[[ DATA SUPPLIED, beginning ]]

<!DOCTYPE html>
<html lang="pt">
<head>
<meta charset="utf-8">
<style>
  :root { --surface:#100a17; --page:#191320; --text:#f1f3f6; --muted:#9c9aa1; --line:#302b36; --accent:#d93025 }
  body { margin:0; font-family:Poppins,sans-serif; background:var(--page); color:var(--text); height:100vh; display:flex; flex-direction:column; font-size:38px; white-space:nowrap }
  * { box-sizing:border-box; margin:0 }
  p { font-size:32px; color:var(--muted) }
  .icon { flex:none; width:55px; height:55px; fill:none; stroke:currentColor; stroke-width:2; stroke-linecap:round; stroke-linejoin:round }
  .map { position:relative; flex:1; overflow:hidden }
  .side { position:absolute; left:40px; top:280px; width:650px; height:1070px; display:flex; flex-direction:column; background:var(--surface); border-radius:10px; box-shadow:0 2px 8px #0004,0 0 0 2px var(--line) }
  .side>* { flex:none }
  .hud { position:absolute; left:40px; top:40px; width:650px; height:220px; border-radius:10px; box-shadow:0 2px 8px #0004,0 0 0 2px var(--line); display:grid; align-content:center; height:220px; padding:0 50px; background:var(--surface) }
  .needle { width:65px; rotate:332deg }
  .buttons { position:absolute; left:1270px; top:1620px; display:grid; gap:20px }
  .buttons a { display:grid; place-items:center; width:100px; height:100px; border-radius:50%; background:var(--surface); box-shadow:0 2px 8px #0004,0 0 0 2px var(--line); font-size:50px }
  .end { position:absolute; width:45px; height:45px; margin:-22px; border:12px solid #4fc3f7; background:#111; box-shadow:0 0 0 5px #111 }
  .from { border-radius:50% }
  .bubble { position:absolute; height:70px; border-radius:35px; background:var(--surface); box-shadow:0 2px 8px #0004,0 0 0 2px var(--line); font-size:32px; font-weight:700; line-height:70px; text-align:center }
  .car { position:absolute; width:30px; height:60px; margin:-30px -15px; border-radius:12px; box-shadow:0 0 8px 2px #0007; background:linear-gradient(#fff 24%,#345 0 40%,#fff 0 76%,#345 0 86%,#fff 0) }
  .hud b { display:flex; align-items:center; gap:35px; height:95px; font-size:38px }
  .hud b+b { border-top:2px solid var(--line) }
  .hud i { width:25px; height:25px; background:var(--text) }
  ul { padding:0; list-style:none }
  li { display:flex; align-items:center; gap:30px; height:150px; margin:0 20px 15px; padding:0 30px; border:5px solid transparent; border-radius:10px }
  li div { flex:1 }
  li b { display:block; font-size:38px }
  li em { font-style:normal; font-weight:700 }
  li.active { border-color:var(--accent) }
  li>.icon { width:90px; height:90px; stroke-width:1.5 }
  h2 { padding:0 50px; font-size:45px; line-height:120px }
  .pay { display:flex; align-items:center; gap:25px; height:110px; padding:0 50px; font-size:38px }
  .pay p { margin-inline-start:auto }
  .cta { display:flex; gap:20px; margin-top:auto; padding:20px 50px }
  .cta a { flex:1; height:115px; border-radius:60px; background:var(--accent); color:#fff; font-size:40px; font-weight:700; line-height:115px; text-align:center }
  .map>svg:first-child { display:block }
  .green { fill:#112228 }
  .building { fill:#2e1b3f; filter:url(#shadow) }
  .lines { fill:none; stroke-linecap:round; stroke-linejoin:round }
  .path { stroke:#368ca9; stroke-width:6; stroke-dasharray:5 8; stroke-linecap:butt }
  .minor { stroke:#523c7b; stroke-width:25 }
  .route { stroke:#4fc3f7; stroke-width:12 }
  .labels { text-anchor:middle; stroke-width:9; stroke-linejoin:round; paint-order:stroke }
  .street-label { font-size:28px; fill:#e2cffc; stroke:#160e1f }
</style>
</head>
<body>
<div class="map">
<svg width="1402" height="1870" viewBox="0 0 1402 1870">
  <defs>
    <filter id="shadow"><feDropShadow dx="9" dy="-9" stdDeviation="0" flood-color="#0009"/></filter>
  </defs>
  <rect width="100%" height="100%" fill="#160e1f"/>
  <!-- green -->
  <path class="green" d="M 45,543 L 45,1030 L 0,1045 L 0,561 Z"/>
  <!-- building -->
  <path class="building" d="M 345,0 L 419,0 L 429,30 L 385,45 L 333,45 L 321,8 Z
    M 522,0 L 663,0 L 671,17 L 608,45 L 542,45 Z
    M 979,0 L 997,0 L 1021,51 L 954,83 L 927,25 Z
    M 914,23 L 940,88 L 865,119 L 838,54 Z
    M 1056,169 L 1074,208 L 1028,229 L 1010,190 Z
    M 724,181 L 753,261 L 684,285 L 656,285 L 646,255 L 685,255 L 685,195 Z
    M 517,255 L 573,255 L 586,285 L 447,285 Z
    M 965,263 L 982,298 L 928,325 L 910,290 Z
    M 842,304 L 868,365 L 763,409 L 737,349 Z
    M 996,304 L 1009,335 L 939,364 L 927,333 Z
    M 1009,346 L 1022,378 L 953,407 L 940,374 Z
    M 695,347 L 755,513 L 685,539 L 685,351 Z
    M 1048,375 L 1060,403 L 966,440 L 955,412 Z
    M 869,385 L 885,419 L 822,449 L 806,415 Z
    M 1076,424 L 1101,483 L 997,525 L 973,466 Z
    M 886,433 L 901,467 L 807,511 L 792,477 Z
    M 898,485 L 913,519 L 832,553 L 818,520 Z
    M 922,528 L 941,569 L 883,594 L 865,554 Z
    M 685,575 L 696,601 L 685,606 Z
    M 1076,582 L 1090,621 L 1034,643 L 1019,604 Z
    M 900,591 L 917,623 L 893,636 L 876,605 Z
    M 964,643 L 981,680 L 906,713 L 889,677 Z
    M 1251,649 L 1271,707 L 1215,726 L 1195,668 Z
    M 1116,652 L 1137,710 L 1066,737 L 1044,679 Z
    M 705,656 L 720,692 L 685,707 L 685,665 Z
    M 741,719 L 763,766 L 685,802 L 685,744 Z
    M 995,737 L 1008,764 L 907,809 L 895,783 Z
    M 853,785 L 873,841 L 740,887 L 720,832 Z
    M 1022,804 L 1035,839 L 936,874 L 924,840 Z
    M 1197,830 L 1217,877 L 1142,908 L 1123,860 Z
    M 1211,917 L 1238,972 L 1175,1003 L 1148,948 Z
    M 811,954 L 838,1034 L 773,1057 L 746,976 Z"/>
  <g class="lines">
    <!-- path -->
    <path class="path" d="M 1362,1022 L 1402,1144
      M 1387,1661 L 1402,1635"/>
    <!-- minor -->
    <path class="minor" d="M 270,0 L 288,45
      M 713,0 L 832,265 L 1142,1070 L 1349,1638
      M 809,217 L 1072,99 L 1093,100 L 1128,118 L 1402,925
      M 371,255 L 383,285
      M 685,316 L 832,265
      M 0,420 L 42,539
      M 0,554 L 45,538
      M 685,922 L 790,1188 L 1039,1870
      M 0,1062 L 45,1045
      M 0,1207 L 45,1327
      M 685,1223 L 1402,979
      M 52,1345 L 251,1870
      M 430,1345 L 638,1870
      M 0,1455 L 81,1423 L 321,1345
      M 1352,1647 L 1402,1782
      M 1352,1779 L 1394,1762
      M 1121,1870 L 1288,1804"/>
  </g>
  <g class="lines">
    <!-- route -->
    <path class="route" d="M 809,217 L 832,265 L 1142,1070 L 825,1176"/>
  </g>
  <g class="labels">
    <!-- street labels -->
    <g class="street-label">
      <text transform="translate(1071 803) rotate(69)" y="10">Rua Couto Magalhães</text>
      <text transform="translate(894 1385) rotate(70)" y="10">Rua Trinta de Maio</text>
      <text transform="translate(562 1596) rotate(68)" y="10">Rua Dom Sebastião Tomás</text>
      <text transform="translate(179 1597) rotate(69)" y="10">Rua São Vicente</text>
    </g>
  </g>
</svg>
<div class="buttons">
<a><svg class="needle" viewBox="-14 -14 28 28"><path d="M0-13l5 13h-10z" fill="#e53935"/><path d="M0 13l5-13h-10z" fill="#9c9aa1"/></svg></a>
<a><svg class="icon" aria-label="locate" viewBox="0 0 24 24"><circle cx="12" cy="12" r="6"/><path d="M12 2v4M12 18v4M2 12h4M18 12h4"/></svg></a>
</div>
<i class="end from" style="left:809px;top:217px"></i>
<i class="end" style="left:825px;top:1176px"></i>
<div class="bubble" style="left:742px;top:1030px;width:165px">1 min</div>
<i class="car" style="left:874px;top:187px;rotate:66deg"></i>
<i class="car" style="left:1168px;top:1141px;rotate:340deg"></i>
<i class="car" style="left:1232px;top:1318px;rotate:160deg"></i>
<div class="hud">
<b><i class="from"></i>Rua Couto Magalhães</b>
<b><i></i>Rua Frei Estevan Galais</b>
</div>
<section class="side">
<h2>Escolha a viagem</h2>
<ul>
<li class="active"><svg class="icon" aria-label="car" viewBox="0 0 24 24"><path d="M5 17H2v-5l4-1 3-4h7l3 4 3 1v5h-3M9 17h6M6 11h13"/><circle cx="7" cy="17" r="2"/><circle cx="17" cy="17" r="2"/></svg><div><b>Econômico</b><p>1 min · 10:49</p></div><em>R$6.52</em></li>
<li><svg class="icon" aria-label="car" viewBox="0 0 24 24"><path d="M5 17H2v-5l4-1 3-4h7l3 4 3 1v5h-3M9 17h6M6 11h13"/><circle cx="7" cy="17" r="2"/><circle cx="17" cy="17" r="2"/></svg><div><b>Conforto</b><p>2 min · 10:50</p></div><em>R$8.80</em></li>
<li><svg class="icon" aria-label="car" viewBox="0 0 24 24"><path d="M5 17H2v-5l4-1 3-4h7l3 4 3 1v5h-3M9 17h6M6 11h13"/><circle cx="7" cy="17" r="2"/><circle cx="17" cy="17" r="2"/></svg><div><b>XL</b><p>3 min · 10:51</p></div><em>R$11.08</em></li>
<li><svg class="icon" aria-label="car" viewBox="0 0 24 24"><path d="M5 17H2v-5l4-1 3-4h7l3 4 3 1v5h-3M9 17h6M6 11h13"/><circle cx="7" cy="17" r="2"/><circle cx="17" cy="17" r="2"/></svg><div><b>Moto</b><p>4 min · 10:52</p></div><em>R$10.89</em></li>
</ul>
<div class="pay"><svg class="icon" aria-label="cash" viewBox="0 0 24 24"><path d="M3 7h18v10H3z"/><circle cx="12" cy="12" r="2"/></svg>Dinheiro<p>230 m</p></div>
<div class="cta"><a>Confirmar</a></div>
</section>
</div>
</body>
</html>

[[ DATA SUPPLIED, end ]]

**THE TASK:**
Where the word "direction" is present in a line of the listing, copy that line.

**THE COMPLETED TASK:**
  body { margin:0; font-family:Poppins,sans-serif; background:var(--page); color:var(--text); height:100vh; display:flex; flex-direction:column; font-size:38px; white-space:nowrap }
  .side { position:absolute; left:40px; top:280px; width:650px; height:1070px; display:flex; flex-direction:column; background:var(--surface); border-radius:10px; box-shadow:0 2px 8px #0004,0 0 0 2px var(--line) }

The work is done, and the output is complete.